This study addresses the significant impact of local parameter uncertainty—arising from material defects—on crack path prediction and residual strength assessment in phase-field models of brittle fracture. Moving beyond conventional Bayesian inversion that updates only model parameters, this work proposes a novel framework that directly infers the full system state, comprising both displacement and phase fields, by constructing a joint Bayesian prior over these fields. The ensemble Kalman filter (EnKF) is employed to assimilate sparse displacement observations for real-time state updating, augmented with a phase-field–based regularized proximal correction mechanism to enforce physical consistency with fracture mechanics principles. Numerical experiments in one and two dimensions demonstrate that the implicit crack evolution can be accurately reconstructed solely from displacement measurements, achieving high fidelity in both crack topology and propagation dynamics.

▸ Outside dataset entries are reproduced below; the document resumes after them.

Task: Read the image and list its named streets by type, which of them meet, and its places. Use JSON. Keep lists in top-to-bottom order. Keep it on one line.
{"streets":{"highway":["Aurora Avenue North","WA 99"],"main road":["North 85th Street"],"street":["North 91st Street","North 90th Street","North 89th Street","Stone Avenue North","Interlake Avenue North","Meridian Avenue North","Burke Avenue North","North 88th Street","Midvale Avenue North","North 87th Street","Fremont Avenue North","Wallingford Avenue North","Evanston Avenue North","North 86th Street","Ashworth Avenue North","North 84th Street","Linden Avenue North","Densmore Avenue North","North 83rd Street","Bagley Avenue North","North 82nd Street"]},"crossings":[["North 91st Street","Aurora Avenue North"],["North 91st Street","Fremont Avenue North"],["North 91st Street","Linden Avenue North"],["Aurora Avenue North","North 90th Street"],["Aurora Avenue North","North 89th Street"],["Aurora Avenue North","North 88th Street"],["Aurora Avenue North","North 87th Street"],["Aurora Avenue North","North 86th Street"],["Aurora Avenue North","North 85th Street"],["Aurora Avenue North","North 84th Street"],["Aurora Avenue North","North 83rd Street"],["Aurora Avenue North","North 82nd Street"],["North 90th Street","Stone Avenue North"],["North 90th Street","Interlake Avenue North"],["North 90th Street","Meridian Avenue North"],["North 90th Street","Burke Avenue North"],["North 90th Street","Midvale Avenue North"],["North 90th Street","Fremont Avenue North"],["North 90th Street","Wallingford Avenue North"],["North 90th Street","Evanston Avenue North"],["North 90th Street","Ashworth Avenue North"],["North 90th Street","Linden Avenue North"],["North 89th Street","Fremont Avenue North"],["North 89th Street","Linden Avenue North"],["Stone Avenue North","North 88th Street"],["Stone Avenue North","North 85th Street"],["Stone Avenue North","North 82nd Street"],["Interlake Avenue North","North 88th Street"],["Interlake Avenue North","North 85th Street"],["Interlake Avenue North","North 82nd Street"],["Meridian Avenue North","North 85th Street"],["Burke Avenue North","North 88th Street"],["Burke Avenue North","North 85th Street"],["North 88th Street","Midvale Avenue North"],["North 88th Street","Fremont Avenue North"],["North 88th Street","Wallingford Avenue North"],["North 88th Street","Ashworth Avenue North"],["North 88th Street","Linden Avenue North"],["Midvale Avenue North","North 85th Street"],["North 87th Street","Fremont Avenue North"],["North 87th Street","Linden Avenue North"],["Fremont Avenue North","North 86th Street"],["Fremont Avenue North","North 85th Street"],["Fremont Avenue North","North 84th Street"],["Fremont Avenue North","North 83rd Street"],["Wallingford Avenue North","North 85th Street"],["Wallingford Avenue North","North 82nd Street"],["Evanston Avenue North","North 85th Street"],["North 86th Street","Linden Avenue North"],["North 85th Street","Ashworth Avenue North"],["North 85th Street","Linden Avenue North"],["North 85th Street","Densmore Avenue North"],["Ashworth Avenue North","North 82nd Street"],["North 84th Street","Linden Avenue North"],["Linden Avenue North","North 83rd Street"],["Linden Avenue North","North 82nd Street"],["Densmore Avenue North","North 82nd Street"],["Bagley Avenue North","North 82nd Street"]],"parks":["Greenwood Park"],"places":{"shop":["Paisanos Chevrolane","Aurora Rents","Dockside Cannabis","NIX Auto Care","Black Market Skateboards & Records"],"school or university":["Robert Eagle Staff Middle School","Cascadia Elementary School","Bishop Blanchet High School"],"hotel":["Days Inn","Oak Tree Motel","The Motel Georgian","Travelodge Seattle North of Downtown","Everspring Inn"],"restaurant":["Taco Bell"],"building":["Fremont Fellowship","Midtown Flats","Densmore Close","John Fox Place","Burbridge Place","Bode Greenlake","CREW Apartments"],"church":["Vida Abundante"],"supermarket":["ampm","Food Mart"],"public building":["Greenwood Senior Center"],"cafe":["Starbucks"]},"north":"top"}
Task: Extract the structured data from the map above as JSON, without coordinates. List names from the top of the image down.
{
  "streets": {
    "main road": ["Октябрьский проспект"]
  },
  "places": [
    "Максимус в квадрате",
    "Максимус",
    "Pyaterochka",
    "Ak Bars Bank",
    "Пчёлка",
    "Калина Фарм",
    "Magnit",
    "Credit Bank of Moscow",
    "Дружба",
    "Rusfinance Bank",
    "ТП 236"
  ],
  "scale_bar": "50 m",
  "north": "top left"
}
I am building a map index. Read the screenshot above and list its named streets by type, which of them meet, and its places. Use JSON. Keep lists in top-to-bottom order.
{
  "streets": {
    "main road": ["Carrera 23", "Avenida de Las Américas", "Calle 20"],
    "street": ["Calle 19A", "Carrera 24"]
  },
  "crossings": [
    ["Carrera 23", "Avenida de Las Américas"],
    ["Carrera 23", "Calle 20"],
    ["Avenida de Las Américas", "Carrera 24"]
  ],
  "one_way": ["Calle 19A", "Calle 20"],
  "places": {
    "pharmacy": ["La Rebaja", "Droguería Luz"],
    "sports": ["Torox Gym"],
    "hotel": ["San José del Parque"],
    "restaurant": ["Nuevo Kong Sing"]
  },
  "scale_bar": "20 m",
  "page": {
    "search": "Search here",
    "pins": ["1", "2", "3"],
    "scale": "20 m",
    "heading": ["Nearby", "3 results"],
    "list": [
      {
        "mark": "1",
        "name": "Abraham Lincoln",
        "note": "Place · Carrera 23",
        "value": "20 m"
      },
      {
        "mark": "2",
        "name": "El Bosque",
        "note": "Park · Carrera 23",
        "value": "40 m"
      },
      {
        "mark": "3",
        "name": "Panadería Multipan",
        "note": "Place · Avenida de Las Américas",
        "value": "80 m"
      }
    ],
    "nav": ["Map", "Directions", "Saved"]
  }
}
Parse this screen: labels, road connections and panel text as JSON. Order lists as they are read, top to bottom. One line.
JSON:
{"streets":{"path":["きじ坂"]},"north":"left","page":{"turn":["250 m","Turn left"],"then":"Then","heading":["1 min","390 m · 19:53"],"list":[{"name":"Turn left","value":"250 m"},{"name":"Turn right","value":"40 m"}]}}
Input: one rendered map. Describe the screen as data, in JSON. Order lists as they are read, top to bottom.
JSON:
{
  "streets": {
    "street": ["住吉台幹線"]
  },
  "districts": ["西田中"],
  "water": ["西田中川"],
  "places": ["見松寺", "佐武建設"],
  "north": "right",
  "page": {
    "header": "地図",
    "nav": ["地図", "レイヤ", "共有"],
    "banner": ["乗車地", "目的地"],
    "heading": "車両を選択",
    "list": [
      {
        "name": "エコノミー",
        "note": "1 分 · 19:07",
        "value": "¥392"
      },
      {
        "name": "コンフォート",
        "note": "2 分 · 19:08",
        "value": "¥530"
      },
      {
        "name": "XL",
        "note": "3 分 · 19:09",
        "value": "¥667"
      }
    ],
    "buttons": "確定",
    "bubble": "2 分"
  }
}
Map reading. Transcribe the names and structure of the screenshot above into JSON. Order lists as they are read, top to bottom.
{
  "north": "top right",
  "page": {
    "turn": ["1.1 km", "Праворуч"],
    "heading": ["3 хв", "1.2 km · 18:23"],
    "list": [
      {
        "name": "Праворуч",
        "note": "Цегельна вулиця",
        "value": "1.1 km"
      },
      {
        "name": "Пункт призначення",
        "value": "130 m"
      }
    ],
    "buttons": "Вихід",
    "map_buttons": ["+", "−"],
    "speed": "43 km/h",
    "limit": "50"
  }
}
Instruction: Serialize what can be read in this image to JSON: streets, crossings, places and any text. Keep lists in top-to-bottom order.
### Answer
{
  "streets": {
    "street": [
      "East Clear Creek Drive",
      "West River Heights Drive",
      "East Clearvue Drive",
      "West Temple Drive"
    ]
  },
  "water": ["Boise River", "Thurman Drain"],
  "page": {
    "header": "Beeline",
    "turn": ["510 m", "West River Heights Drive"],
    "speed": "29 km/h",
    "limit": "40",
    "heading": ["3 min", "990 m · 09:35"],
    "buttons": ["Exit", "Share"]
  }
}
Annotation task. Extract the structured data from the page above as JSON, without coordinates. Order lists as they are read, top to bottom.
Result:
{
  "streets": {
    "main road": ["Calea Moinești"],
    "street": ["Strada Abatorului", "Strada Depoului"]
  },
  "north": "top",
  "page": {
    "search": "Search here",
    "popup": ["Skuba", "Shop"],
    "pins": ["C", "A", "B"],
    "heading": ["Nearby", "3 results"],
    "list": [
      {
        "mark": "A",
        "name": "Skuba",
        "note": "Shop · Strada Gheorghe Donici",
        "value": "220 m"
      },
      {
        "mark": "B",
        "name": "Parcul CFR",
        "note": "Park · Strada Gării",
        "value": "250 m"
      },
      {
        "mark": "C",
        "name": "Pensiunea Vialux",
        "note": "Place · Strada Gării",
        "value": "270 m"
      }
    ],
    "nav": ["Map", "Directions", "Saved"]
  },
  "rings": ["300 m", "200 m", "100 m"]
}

The phase-field approach to brittle fracture provides a continuum framework for modeling crack initiation and propagation without explicit representation of discrete crack surfaces, provided the spatial discretization is fine enough to resolve the regularization length scale. However, uncertain local material parameters due to material defects can strongly influence simulation results, such as crack paths and remaining structural strength. At the same time, the ability to continuously monitor structures using sensors allows complementing modeling predictions with, e.g., displacement measurements. In this contribution, we connect these two complementary sources of information and present a Bayesian inference procedure that allows updating the current model state with incoming sensor data. We construct a Bayesian prior for the model state (both displacements and phase-field) and employ an ensemble Kalman filter (EnKF) to perform the update. In the EnKF, the update is computed by performing a Kalman shift on each ensemble member. Since the standard EnKF may produce assimilated states that violate common modeling assumptions, we present a phase field-based regularization technique as a proximal step correction toward model-consistent updates. 1D and 2D numerical examples demonstrate the performance and accuracy of the proposed method and show that the updated state matches the ground truth reasonably well. Unlike traditional Bayesian inversion techniques, which have already been applied to brittle fracture, we infer not the model parameters but the model state, i.e., the displacement field and the phase-field. Although only displacements are observed, the strong correlation between both fields also allows inference of the posterior phase-field.